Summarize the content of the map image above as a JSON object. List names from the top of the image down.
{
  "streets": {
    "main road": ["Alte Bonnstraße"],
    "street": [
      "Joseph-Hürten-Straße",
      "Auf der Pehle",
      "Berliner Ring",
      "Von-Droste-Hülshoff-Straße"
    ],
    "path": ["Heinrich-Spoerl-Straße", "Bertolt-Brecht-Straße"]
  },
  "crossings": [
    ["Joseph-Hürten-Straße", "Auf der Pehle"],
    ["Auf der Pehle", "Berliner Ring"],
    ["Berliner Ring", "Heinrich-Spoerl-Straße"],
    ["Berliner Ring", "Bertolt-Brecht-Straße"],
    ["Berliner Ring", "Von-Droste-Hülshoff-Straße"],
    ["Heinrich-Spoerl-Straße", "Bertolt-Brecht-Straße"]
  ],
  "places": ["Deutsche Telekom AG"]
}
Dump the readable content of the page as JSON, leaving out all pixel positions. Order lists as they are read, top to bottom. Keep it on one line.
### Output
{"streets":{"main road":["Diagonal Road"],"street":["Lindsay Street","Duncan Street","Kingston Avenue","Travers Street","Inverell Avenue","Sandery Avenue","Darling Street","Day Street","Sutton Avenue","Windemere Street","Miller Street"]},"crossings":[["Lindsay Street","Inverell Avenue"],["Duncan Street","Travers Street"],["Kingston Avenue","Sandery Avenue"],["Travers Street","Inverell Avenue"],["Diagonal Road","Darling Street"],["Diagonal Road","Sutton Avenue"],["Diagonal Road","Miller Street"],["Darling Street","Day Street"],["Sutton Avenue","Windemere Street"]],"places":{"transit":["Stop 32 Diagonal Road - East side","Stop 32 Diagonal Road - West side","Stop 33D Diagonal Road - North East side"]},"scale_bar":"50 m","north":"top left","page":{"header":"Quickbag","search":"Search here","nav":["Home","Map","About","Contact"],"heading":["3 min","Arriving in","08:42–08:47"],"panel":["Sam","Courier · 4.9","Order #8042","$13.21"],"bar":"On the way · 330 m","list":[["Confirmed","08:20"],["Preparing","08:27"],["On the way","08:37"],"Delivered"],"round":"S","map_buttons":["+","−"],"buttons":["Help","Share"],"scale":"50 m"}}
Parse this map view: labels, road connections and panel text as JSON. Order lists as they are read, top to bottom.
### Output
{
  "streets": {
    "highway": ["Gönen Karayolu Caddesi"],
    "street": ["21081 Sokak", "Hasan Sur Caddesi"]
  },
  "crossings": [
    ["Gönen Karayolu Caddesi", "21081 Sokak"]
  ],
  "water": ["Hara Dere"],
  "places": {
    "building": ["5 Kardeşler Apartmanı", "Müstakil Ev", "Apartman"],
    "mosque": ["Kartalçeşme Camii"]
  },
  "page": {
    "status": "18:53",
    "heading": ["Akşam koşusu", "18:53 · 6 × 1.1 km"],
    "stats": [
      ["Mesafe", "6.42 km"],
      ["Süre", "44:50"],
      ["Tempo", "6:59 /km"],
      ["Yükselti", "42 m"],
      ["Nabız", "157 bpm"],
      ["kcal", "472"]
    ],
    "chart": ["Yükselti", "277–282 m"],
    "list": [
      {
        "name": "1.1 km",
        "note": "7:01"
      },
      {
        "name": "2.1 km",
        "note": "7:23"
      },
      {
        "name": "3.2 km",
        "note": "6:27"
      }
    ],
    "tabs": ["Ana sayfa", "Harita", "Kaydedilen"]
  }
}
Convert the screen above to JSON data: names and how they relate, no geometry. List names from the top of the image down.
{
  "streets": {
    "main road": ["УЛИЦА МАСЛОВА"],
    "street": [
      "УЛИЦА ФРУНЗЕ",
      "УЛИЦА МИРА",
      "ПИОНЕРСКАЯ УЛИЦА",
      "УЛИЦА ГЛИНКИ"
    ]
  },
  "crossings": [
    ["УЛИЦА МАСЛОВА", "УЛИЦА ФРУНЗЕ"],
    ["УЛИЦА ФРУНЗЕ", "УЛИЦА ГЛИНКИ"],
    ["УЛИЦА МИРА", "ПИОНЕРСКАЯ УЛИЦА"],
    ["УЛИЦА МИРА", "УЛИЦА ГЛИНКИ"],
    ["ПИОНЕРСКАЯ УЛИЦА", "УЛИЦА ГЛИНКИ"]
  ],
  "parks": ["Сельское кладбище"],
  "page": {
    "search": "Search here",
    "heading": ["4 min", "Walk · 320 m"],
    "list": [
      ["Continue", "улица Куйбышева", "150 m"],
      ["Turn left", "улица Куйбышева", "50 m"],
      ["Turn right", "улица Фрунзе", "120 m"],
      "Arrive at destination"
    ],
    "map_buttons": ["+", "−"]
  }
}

::::::::

_WHAT YOU ARE ASKED TO DO_
Reproduce the entries above in full by retyping them exactly.

_SOLUTION FOR THIS TASK_
Summarize the content of the map image above as a JSON object. List names from the top of the image down.
{
  "streets": {
    "main road": ["Alte Bonnstraße"],
    "street": [
      "Joseph-Hürten-Straße",
      "Auf der Pehle",
      "Berliner Ring",
      "Von-Droste-Hülshoff-Straße"
    ],
    "path": ["Heinrich-Spoerl-Straße", "Bertolt-Brecht-Straße"]
  },
  "crossings": [
    ["Joseph-Hürten-Straße", "Auf der Pehle"],
    ["Auf der Pehle", "Berliner Ring"],
    ["Berliner Ring", "Heinrich-Spoerl-Straße"],
    ["Berliner Ring", "Bertolt-Brecht-Straße"],
    ["Berliner Ring", "Von-Droste-Hülshoff-Straße"],
    ["Heinrich-Spoerl-Straße", "Bertolt-Brecht-Straße"]
  ],
  "places": ["Deutsche Telekom AG"]
}
Dump the readable content of the page as JSON, leaving out all pixel positions. Order lists as they are read, top to bottom. Keep it on one line.
### Output
{"streets":{"main road":["Diagonal Road"],"street":["Lindsay Street","Duncan Street","Kingston Avenue","Travers Street","Inverell Avenue","Sandery Avenue","Darling Street","Day Street","Sutton Avenue","Windemere Street","Miller Street"]},"crossings":[["Lindsay Street","Inverell Avenue"],["Duncan Street","Travers Street"],["Kingston Avenue","Sandery Avenue"],["Travers Street","Inverell Avenue"],["Diagonal Road","Darling Street"],["Diagonal Road","Sutton Avenue"],["Diagonal Road","Miller Street"],["Darling Street","Day Street"],["Sutton Avenue","Windemere Street"]],"places":{"transit":["Stop 32 Diagonal Road - East side","Stop 32 Diagonal Road - West side","Stop 33D Diagonal Road - North East side"]},"scale_bar":"50 m","north":"top left","page":{"header":"Quickbag","search":"Search here","nav":["Home","Map","About","Contact"],"heading":["3 min","Arriving in","08:42–08:47"],"panel":["Sam","Courier · 4.9","Order #8042","$13.21"],"bar":"On the way · 330 m","list":[["Confirmed","08:20"],["Preparing","08:27"],["On the way","08:37"],"Delivered"],"round":"S","map_buttons":["+","−"],"buttons":["Help","Share"],"scale":"50 m"}}
Parse this map view: labels, road connections and panel text as JSON. Order lists as they are read, top to bottom.
### Output
{
  "streets": {
    "highway": ["Gönen Karayolu Caddesi"],
    "street": ["21081 Sokak", "Hasan Sur Caddesi"]
  },
  "crossings": [
    ["Gönen Karayolu Caddesi", "21081 Sokak"]
  ],
  "water": ["Hara Dere"],
  "places": {
    "building": ["5 Kardeşler Apartmanı", "Müstakil Ev", "Apartman"],
    "mosque": ["Kartalçeşme Camii"]
  },
  "page": {
    "status": "18:53",
    "heading": ["Akşam koşusu", "18:53 · 6 × 1.1 km"],
    "stats": [
      ["Mesafe", "6.42 km"],
      ["Süre", "44:50"],
      ["Tempo", "6:59 /km"],
      ["Yükselti", "42 m"],
      ["Nabız", "157 bpm"],
      ["kcal", "472"]
    ],
    "chart": ["Yükselti", "277–282 m"],
    "list": [
      {
        "name": "1.1 km",
        "note": "7:01"
      },
      {
        "name": "2.1 km",
        "note": "7:23"
      },
      {
        "name": "3.2 km",
        "note": "6:27"
      }
    ],
    "tabs": ["Ana sayfa", "Harita", "Kaydedilen"]
  }
}
Convert the screen above to JSON data: names and how they relate, no geometry. List names from the top of the image down.
{
  "streets": {
    "main road": ["УЛИЦА МАСЛОВА"],
    "street": [
      "УЛИЦА ФРУНЗЕ",
      "УЛИЦА МИРА",
      "ПИОНЕРСКАЯ УЛИЦА",
      "УЛИЦА ГЛИНКИ"
    ]
  },
  "crossings": [
    ["УЛИЦА МАСЛОВА", "УЛИЦА ФРУНЗЕ"],
    ["УЛИЦА ФРУНЗЕ", "УЛИЦА ГЛИНКИ"],
    ["УЛИЦА МИРА", "ПИОНЕРСКАЯ УЛИЦА"],
    ["УЛИЦА МИРА", "УЛИЦА ГЛИНКИ"],
    ["ПИОНЕРСКАЯ УЛИЦА", "УЛИЦА ГЛИНКИ"]
  ],
  "parks": ["Сельское кладбище"],
  "page": {
    "search": "Search here",
    "heading": ["4 min", "Walk · 320 m"],
    "list": [
      ["Continue", "улица Куйбышева", "150 m"],
      ["Turn left", "улица Куйбышева", "50 m"],
      ["Turn right", "улица Фрунзе", "120 m"],
      "Arrive at destination"
    ],
    "map_buttons": ["+", "−"]
  }
}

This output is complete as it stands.